とにかくやらなきゃいけないことがありすぎで、追いつかない日々を送っていると、ある日、糸が切れたように、思考が止まった瞬間がありました。思考の飽和のような、コップの水が溢れた瞬間でした。

そして『何もしない』という選択をしたのです。

結果的にこれが非常によかったです。

とにかく、何もしないつもりでしばらく生活しました。お金がないのにもかかわらず。休みたいときに身体を休めるようにしました。病気になってリハビリをしている時の感覚にも近いかもしれません。何もしない。という選択によって、余裕とエネルギーが生まれて、今、ここ、現在に目を向けることができるようになりました。そして、力を入れるべき事を選び、それに集中できるようになりました。この選択と集中によって、提供する商品やサービスが持つ『質感』みたいなもののレベルが上がったのです。
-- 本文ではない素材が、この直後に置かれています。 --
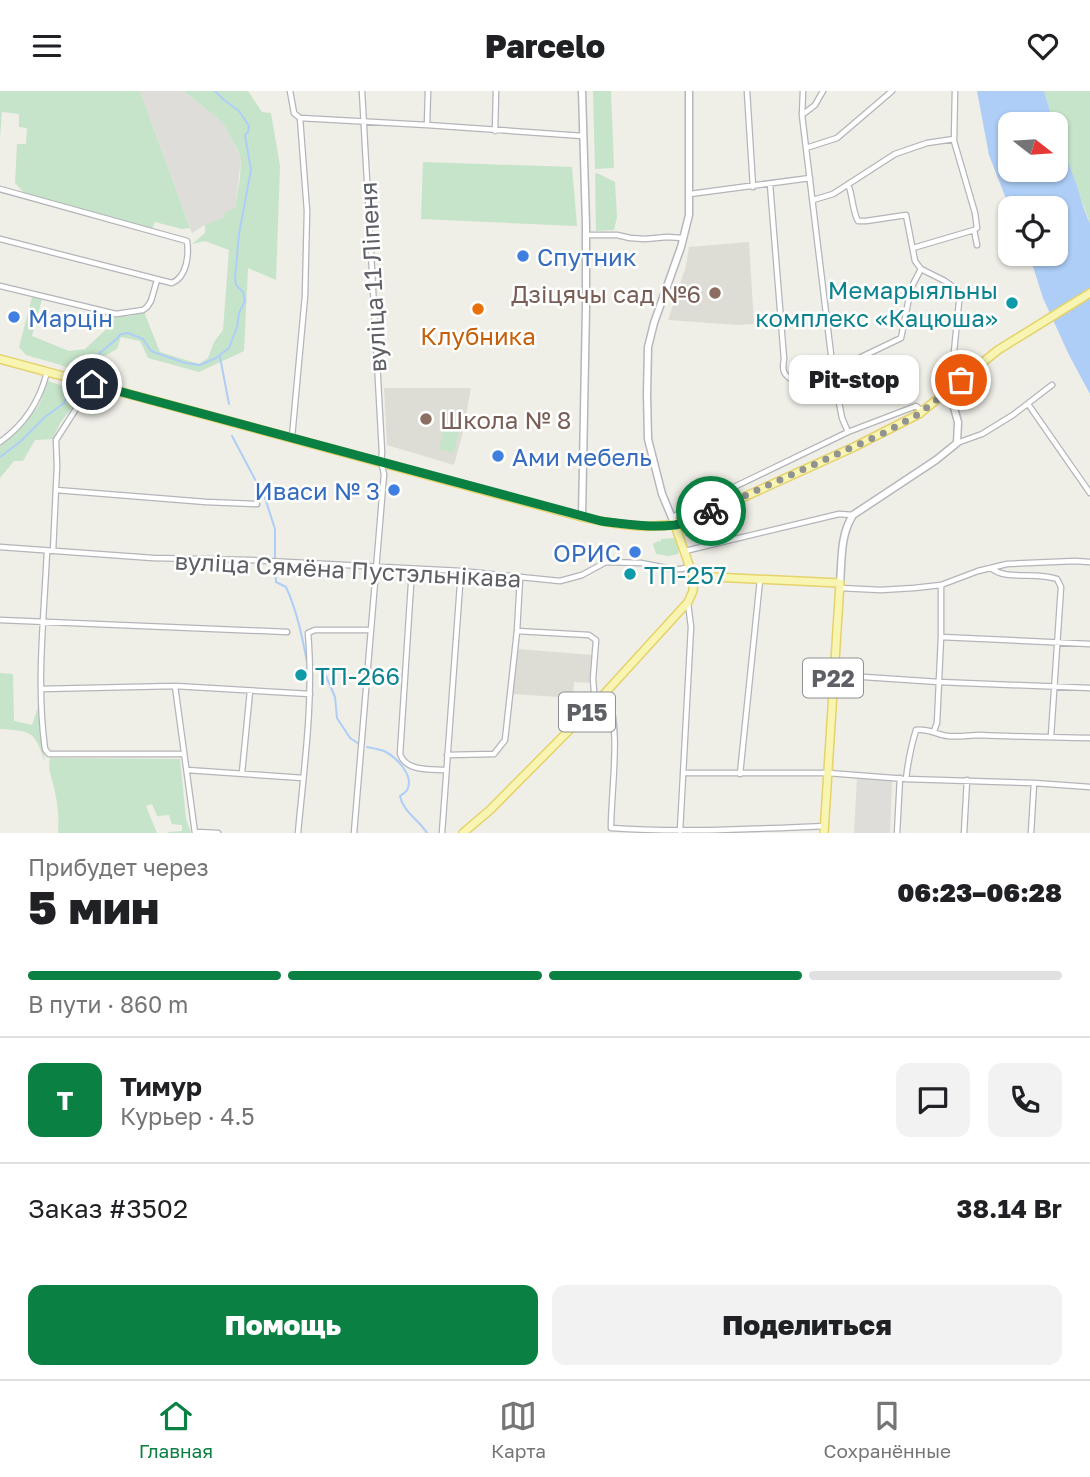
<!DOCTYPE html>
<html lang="ru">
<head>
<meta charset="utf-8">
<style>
  body { margin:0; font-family:"Golos Text",sans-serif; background:#f2f2f2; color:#202124; height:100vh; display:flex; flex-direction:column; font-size:26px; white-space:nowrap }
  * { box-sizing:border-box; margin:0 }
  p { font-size:23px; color:#757577 }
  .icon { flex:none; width:38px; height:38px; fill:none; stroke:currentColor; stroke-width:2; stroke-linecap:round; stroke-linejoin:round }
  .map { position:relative; height:742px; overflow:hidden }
  .side { display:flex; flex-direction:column; background:#fff; flex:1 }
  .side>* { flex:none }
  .needle { width:46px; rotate:107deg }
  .buttons { position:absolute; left:998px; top:21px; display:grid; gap:14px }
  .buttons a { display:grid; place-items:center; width:70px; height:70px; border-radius:14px; background:#fff; box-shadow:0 2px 5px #0004; font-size:35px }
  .pin { position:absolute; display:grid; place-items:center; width:60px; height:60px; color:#fff; margin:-30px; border:4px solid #fff; border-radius:50%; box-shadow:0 2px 7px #0007 }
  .courier { position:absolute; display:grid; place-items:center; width:70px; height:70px; margin:-35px; border:5px solid #0b8043; border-radius:50%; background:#fff; color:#222; box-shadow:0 2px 9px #0007 }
  .bubble { position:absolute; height:49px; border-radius:14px; background:#fff; box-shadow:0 2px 5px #0004; font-size:23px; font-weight:800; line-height:49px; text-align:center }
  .summary em { font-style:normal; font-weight:800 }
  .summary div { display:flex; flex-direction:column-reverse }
  .summary { display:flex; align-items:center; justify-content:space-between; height:119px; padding:0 28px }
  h1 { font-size:46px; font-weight:800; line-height:52px }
  .bar { display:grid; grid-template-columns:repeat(4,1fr); gap:10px 7px; align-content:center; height:84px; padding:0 28px }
  .bar i { height:9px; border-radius:5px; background:#e0e0e0 }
  .bar .selected { background:#0b8043 }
  .bar p { grid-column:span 4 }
  .line { display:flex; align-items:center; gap:18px; padding:0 28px; border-top:2px solid #e0e0e0 }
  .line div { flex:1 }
  .round { display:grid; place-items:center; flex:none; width:74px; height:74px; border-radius:14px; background:#f2f2f2 }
  .cta { display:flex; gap:14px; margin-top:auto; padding:14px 28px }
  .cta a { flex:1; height:80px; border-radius:14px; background:#0b8043; color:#fff; font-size:28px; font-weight:800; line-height:80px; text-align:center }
  .cta a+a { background:#f2f2f2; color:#202124 }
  header { display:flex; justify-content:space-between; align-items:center; height:91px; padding:0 28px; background:#fff; font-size:32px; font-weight:800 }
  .tabs { display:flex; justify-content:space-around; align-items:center; height:98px; border-top:2px solid #e0e0e0; background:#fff; font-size:19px; color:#757577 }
  .tabs a { display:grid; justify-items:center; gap:4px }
  .tabs .selected { color:#0b8043 }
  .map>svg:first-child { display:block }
  .industrial { fill:#deddd9 }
  .education { fill:#deddd5 }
  .green { fill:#c6e4c9 }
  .water { fill:#aecef7 }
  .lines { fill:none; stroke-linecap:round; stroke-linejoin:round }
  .stream { stroke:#aecef7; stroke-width:2 }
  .street-casing { stroke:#b4b5ba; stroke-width:7 }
  .secondary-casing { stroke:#b5b7bc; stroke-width:9 }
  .primary-casing { stroke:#e5d26a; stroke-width:10 }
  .street { stroke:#fff; stroke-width:4.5 }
  .secondary { stroke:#fff; stroke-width:6 }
  .primary { stroke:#f8f5b3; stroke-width:7 }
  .done { stroke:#919292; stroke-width:7; stroke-dasharray:0 12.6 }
  .route { stroke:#0b8043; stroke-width:9 }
  .shop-dot { fill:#3f7fe0; stroke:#fff; stroke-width:2.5 }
  .education-dot { fill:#8d6e63; stroke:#fff; stroke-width:2.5 }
  .culture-dot { fill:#0f9aa8; stroke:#fff; stroke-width:2.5 }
  .food-dot { fill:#e8710a; stroke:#fff; stroke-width:2.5 }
  .labels { text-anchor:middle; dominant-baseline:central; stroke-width:5; stroke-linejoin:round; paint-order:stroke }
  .shield { fill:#fff; stroke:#8e9093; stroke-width:2 }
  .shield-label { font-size:23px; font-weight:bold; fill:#5e6065 }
  .shop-label { font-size:24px; fill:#366cbe; stroke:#fff; text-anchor:start }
  .street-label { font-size:24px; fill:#5e6065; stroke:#fff }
  .culture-label { font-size:24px; fill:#0d838f; stroke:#fff; text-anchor:start }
  .education-label { font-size:24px; fill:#785e54; stroke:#fff; text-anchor:end }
  .food-label { font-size:24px; fill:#c56008; stroke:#fff }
</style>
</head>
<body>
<header><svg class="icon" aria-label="menu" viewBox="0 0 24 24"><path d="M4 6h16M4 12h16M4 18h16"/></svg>Parcelo<svg class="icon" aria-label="heart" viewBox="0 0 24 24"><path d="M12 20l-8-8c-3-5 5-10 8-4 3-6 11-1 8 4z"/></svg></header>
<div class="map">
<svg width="1090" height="742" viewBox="0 0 1090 742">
  <rect width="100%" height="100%" fill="#efeee7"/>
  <path class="industrial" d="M140,0h44l39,32 9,16 9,20 -6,49 -9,9 -21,8 -13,8z
    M857,687l35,3 -2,52h-36z"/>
  <path class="education" d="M749,151l5,82 -17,1 -69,-5 18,-54 3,-19z
    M384,297h87l-8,44 -9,33 -67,-20z
    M518,558l74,6 -1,28 -17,-1 -1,16 -60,-4z"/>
  <path class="green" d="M0,0h140l50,137 -8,1 -27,-7 -3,7 -127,-35 -10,-11 2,-39h9l1,-16 -8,-1v-13l-17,-2 -2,26z
    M184,0h64l14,21 9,1 9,53 -4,114 -28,-12 -4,83 -45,21 -51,-14 -8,-17 -19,-4 -4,12 -16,9 -4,17 22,5 -1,4 -38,-10 -19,-9 -35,-10 -7,-8 13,-50 10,2 -10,37 37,15 16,-2 27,-25 3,-8h15l14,-4 16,40 39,12 9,-6 6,-16 9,-12 6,-80 -24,-9 -13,3 13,-11v-8l20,-8 -1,-4 11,-5 5,-31 1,-18 -4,-10 -14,-26z
    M593,0h18l3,77 -19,1z
    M1044,0h46v132l-30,-80z
    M423,71l149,5 5,59 -156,-7z
    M597,82l18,9 2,35 -3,13 -18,1 -1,-57z
    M48,290l33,11 -3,8 -18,23 -7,16 -18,1 -12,21h-9l-14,17v-32l19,-17 20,-24z
    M445,330l15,3 -6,29 -15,-3z
    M675,447l4,10 -1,6 -10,2 -12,-2 -3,-10 5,-3 2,1 1,-3z
    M0,582l13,1 1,47 18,4 6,-18 7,55c-11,-31 -12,-31 -45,-33z
    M50,667l130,1 6,60 5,14h-23v-1l14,-1v-6l-10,-1 -3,-9 -12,1 -5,-12 -6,2 11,27h-99c1,-14 0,-27 -3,-41 -2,-11 -8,-23 -5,-34z"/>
  <path class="water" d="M977,0h67l10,33h-44v46h45v-42c7,20 15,39 22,58 4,13 7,25 13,37v171l-21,-39 -26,-57 -14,-44h26v-46l-45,1 -21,-54z"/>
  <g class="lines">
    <path class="stream" d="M220,266l9,47
      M86,281c11,-22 21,-22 35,-38l7,-1 15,6 8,12 34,12 15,2 16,-7 13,-10 8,-21 2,-14 6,-12 -2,-9 -7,-7 -1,-7 4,-44 12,-64 -6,-35 3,-3 1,-6 -10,-15 -15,-11 -9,-9
      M232,345l33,62 10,31v29
      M0,366l21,-16 24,-24 19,-14 5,-12
      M275,476l1,15 10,5c11,24 16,49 21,75
      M316,579l10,6 9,21 2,21 13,20 9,6
      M367,656c5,1 12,2 17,4 12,6 29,23 24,37 -1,4 -5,6 -8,8 3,16 19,24 27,37"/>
    <defs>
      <path id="street" d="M290,0l4,22 6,5 7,93 -2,85 -13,141
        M747,0l6,96
        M803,0l-1,24 31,256 9,47 6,14
        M955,0l-1,50 21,72 2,15 -3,2 3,15
        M802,24l13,-10 8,-14
        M300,27l127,7 156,11
        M427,34l1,-34
        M495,40l1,-40
        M806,57l31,-10 55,-47
        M770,93l14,175c-2,11 -1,16 9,21l40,-9
        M848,93c5,12 4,26 10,37h8l40,-6 9,46 6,8 24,12 15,11 -7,70 8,18
        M0,98l187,52c2,14 0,36 -15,42l-172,-44
        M690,103l120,-16
        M813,109l20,-6 62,-40 32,-11 27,-4
        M586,144h31l13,3 15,1 22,-2 16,1
        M913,157l61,-18
        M0,195l116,28 27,-4 4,-3 4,-6 6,-21
        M832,276l21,-6 48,-23 10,-50 10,-19
        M1028,313l62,89
        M0,351c24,-17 40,-42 47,-70
        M957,352l25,-9 31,-19 39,-30
        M56,399l150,12 51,2
        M672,426l176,-85 68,-26 6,5
        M0,456l153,11 97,2 211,11 99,10 22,-6 24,-13 35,1 31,6h9l8,-2
        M47,460c-3,67 -11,132 -2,198l4,5h135
        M53,460l4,-85 -1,-26 36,-56
        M685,460l154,-37 14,1
        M991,477c15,13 45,3 66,11l4,8 -10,149
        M412,478l-12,185c6,18 31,15 46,16
        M840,497l41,2 33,-2 27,-3 37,-14 29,-7 68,-3 15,1
        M0,529l287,12
        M517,540l72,4 7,5 -3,39 2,25
        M941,546l149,7
        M834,584l105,7 151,6
        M175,595l20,147
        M41,598l134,-3 135,8
        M606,600c16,36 5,97 5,137 71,5 142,1 213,-2
        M934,640l3,-8 4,-86v-52
        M447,664l47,-1 11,-14 12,-109 3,-53
        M187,679l116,8
        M242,682l8,-82
        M683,682h145l78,6 128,4 56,4
        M740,683l20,-194
        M906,688c2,-17 5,-33 10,-49 12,-2 21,5 32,6 11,1 22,-1 33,-1 36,2 73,2 109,3
        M680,740l11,-204 -3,-24
        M196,741l22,1
        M298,742c6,-66 16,-133 10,-200l7,-3h55
        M354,742l30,-359 -3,-12 1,-10 -20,-361
        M442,742l19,-262
        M897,742l3,-55
        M964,742l3,-53
        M1031,742l3,-50"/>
      <path id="secondary" d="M582,0l4,133v83l-4,210
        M675,434l-13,-31 -14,-55 -1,-45 1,-47 6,-24 27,-76 8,-32v-124
        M840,492c2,-23 0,-48 13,-68l83,-55 21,-17 1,-21 -9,-32"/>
      <path id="primary" d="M0,268l582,158c38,9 81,15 118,0l154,-70 65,-33 79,-64 92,-57
        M694,488l19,-2 127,6 -16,250
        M463,742l27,-23 105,-106 93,-102 5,-11 1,-12 -19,-54"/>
    </defs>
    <use href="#street" class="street-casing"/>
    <use href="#secondary" class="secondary-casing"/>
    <use href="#primary" class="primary-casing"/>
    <use href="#street" class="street"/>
    <use href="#secondary" class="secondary"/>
    <use href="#primary" class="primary"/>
  </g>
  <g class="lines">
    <path class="done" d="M711,420l173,-78 35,-19 42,-34"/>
    <path class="route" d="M92,293l509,137c24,3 50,7 74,4 12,-2 25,-8 36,-14"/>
  </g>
  <g class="shop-dot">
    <circle cx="523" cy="165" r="7"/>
    <circle cx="14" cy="226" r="7"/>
    <circle cx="498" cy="365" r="7"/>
    <circle cx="394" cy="399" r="7"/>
    <circle cx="635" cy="461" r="7"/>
  </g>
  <g class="education-dot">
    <circle cx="715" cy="202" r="7"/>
    <circle cx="426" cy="328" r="7"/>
  </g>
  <g class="culture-dot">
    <circle cx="1012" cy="212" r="7"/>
    <circle cx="630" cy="483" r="7"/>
    <circle cx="301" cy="584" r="7"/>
  </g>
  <circle class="food-dot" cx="478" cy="218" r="7"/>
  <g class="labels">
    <g class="shield">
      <rect x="803" y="567.5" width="60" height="39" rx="5"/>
      <rect x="559" y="601.5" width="56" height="39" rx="5"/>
    </g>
    <g class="shield-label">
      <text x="833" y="587">Р22</text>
      <text x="587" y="621">Р15</text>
    </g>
    <g class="shop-label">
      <text x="537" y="165">Спутник</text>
      <text x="28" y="226">Марцін</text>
      <text x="512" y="365">Ами мебель</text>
      <text x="380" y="399" text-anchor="end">Иваси № 3</text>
      <text x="621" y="461" text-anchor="end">ОРИС</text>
    </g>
    <g class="street-label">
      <text transform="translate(372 186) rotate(-93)">вуліца 11 Ліпеня</text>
      <text transform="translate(348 478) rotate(3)">вуліца Сямёна Пустэльнікава</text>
    </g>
    <g class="culture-label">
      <text x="998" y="198" text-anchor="end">Мемарыяльны<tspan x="998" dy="28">комплекс «Кацюша»</tspan></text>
      <text x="644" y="483">ТП-257</text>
      <text x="315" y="584">ТП-266</text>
    </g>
    <g class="education-label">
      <text x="701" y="202">Дзіцячы сад №6</text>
      <text x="440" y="328" text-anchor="start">Школа № 8</text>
    </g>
    <g class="food-label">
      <text x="478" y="244">Клубника</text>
    </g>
  </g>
</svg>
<div class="buttons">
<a><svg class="needle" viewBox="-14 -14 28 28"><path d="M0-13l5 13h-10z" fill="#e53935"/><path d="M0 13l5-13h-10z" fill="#757577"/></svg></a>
<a><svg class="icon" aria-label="locate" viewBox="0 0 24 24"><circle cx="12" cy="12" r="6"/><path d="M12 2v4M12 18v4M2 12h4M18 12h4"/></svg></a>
</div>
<div class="pin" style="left:961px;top:289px;background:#ea580c"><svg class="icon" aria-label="bag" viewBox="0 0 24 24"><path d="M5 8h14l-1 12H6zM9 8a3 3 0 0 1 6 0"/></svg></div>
<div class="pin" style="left:92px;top:293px;background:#1f2937"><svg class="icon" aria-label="home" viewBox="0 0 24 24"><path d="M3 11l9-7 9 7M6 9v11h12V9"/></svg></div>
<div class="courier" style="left:711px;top:420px"><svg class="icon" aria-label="bike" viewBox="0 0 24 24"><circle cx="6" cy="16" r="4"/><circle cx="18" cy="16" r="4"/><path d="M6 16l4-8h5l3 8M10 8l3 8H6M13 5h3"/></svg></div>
<div class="bubble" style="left:789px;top:264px;width:130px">Pit-stop</div>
</div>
<section class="side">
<div class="summary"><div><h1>5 мин</h1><p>Прибудет через</p></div><em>06:23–06:28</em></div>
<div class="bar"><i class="selected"></i><i class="selected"></i><i class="selected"></i><i></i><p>В пути · 860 m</p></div>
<div class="line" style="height:126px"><b class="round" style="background:#0b8043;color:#fff">Т</b><div><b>Тимур</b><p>Курьер · 4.5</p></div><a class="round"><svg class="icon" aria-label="chat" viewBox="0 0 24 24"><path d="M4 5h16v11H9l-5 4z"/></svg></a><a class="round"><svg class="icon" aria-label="phone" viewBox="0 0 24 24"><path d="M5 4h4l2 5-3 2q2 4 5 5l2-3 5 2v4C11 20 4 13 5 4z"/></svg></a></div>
<div class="line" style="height:91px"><div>Заказ #3502</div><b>38.14 Br</b></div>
<div class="cta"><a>Помощь</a><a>Поделиться</a></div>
</section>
<nav class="tabs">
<a class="selected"><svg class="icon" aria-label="home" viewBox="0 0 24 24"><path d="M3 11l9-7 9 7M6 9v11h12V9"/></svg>Главная</a>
<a><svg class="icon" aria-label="map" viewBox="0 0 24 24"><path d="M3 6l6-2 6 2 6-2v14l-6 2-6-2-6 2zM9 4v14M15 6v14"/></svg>Карта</a>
<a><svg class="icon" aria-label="saved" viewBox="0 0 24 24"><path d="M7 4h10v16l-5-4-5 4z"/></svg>Сохранённые</a>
</nav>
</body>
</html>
何かを解決しなきゃ。何かをやらなきゃ。という意識は、実は物凄いエネルギーを消費します。何もしないつもりで生活することによって、少ないエネルギーで、結果的には多くのタスクを処理することができるのです。1日、2日でもいいと思います。

向上心がある、成長させたい、発展させたいという思いは、人によっては、現代社会では、アクセルと同時にブレーキを踏むようなもので、進捗を妨げます。書籍代、交際費、コンサル代、セミナー代、一流の道具、一流の商品、全てが消費に結びつけられてしまっているので、やらなきゃいけないこと、必要な物が無限に増えつづけます。騙されやすくもなります。ゴールドラッシュ時に金を掘るための作業服やスコップ、金脈の情報にお金を払い続けるようなものです。

『貧乏な人は、家に物が多く汚い』とよく言いますが、本質的には同じ原理で、物によって、自分の気分、精神状態や身の回りのことを解決しなきゃと思うから、物が増えるのだと思います。掃除しなきゃという思い自体にエネルギーを使い続けるので、実際に掃除をするエネルギーが残りません。

現代社会の広告、コマーシャル、メディアは巧妙にできていて、人々を無限の消費に駆り立てます。人格形成もセットになっています。

重要なのは、『今、ここ、現在』に目を向けることです。瞑想や仏教、呼吸法なんかも目的は今、ここ、現在に目を向けるためだと私は認識しています。

何もしない。 = 素晴らしい人間になるのを辞めるという感覚に近いかもしれません。なんでも出来る優秀な人間になるのを辞める。その一方で、身の回りの『質感』に気をつける。目的や結果にはじめから執着してしまうと、この『質感』は簡単に消えます。因果が逆です。
他人に話す必要はありませんが、これは同時に環境によっては、近しい人間から離れる必要もでてきます。